O Departamento de Segurança Interna estaria investigando uma violação de sua plataforma, que os governos federal, estadual e local e as autoridades policiais usam para compartilhar inteligência, com um legislador sênior alertando que o vazamento de informações poderia colocar em risco a segurança nacional.

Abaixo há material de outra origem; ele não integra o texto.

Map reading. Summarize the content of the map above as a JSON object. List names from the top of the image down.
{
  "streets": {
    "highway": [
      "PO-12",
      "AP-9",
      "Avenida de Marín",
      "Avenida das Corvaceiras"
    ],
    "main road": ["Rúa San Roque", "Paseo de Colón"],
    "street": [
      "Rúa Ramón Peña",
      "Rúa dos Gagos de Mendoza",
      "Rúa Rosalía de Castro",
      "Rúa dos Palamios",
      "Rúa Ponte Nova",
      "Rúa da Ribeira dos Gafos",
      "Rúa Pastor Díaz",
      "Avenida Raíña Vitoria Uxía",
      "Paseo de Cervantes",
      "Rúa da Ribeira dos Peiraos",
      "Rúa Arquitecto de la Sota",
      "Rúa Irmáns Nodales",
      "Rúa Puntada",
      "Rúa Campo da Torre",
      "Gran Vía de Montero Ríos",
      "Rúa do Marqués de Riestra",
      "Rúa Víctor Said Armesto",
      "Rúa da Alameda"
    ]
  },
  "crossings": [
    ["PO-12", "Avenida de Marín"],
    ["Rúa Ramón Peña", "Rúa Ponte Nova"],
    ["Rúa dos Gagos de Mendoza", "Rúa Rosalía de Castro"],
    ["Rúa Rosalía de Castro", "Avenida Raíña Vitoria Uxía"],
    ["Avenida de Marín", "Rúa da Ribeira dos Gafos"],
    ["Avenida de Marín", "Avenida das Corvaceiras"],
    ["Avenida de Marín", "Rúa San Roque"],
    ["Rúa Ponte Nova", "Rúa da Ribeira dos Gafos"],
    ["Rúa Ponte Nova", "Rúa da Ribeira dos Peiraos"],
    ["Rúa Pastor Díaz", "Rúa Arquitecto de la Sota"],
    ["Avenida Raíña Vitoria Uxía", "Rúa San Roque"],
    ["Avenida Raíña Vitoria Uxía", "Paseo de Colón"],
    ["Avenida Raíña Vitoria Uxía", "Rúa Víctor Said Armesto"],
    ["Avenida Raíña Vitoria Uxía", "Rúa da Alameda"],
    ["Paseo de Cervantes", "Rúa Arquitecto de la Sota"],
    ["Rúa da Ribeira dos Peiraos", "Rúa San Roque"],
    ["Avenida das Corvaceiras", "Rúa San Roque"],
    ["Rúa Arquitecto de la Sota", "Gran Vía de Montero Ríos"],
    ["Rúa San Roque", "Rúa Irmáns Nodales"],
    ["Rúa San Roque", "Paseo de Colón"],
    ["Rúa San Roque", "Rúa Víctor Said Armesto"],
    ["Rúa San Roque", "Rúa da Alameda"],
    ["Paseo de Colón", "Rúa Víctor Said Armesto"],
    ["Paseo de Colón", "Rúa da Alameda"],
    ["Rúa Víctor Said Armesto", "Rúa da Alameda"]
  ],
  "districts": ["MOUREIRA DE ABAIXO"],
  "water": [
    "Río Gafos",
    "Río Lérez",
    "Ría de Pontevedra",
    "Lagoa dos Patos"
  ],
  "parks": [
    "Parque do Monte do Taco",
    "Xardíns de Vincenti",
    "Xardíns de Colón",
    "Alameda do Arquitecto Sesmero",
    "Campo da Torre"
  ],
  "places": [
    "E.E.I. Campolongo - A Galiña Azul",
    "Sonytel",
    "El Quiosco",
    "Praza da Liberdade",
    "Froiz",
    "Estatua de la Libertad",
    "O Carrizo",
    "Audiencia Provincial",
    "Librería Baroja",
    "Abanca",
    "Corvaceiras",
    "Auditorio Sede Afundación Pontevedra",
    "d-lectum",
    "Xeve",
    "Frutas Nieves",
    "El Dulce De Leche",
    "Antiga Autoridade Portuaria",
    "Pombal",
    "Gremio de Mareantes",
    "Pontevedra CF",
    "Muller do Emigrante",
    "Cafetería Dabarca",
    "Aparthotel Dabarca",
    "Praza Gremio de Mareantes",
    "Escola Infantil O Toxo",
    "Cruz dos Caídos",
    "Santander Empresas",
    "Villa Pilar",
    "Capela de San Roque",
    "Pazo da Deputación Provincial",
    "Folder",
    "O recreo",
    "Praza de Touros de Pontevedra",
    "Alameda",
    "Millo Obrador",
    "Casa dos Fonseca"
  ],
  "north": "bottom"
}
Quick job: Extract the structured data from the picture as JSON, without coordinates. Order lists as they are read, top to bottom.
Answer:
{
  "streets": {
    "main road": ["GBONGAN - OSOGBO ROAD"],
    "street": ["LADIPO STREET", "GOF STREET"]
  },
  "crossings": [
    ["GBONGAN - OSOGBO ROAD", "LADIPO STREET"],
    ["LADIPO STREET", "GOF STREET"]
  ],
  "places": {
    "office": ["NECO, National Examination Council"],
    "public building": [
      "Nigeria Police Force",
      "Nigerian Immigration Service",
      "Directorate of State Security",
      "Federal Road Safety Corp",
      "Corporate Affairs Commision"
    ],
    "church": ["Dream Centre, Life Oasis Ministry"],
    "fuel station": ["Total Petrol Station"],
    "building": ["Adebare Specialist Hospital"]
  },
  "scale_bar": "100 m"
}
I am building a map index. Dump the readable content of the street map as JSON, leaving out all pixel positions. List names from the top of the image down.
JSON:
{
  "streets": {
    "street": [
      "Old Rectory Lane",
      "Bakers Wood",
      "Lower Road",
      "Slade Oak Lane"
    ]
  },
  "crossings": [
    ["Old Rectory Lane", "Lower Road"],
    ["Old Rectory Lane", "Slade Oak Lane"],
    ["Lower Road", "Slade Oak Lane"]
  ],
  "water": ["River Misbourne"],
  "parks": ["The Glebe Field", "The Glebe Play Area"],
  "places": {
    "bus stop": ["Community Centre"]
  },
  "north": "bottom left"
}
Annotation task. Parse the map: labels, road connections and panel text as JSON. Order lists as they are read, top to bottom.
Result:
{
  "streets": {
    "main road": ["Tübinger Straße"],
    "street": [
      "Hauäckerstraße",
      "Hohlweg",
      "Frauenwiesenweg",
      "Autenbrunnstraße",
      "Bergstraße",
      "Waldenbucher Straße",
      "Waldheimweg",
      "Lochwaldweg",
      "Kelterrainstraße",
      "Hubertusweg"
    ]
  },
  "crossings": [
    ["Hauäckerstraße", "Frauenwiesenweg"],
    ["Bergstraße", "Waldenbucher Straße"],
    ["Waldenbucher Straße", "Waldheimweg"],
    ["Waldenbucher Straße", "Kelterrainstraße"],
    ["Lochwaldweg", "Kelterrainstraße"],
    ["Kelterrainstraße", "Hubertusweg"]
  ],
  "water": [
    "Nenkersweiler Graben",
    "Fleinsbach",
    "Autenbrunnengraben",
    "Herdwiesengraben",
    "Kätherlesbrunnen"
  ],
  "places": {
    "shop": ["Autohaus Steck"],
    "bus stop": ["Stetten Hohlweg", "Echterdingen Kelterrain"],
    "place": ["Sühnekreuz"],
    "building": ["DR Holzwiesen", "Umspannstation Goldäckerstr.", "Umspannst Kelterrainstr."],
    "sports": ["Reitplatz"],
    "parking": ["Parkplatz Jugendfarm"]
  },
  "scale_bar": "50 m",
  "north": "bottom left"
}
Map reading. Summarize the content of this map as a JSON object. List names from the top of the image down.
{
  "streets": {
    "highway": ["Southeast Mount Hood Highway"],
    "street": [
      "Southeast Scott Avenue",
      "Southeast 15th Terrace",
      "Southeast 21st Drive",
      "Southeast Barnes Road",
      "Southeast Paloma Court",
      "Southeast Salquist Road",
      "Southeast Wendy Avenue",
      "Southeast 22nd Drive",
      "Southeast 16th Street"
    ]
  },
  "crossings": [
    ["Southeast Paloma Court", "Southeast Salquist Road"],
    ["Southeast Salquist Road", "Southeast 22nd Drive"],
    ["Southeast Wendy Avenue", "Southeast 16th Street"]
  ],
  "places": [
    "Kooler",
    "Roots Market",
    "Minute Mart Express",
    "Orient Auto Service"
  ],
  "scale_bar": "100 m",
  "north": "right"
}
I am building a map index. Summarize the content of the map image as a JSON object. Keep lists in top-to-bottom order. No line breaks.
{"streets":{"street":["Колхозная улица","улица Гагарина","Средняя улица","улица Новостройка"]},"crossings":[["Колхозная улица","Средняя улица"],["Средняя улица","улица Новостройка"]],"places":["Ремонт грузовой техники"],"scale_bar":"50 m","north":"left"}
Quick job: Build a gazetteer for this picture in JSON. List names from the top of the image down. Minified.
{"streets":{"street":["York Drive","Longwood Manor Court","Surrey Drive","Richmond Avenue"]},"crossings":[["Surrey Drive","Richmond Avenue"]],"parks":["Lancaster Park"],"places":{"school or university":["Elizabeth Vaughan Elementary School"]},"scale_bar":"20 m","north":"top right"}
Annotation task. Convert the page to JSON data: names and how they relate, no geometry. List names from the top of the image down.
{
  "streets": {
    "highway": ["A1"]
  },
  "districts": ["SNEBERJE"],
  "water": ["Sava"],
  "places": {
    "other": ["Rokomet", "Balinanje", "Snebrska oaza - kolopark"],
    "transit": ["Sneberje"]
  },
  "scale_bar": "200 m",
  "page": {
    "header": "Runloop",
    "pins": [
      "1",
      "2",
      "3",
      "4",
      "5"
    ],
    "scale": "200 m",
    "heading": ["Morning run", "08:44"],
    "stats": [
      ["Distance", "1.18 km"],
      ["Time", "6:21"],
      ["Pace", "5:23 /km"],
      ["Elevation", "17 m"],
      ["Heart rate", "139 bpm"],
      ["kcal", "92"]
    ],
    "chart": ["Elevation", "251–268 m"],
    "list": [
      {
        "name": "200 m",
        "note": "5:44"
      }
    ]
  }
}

Os sites de notícias Nextgov, que primeiro relataram o incidente, e Bleeping Computer relatam que funcionários do DHS estão investigando um ataque cibernético à sua Rede de Informações de Segurança Interna, ou HSIN, que permite que agências governamentais e autoridades locais planejem, coordenem e compartilhem informações e inteligência sobre grandes eventos e respondam a emergências.
Os hackers supostamente invadiram os servidores HSIN durante o final de maio e início de junho, potencialmente expondo informações compartilhadas usando a plataforma, de acordo com Nextgov.
A Bleeping Computer citou um porta-voz do DHS dizendo que o departamento está “ciente de um incidente cibernético recente envolvendo um ambiente de compartilhamento de informações legado específico e não classificado”.
Não está claro quais dados foram roubados ou quantos foram levados, e um porta-voz da Segurança Interna não respondeu ao pedido do TechCrunch para comentar o incidente. Uma falha de segurança relatada anteriormente durante 2023 revelou que o HSIN continha informações pessoais compartilhadas entre as autoridades policiais relacionadas à vigilância de americanos.
O incidente envolvendo a HSIN coloca um novo escrutínio sobre a capacidade do governo de defender a segurança cibernética dos seus próprios sistemas, após mais de um ano de cortes profundos em todo o governo federal, incluindo a Segurança Interna e a sua agência de segurança cibernética CISA, sob a administração Trump.
Embora a inteligência partilhada sobre o HSIN não seja confidencial, a informação “é altamente sensível e a sua exposição coloca em risco a segurança nacional”, disse Mark Warner, um senador democrata que representa a Virgínia e que também atua como membro graduado do Comité de Inteligência do Senado, num comunicado.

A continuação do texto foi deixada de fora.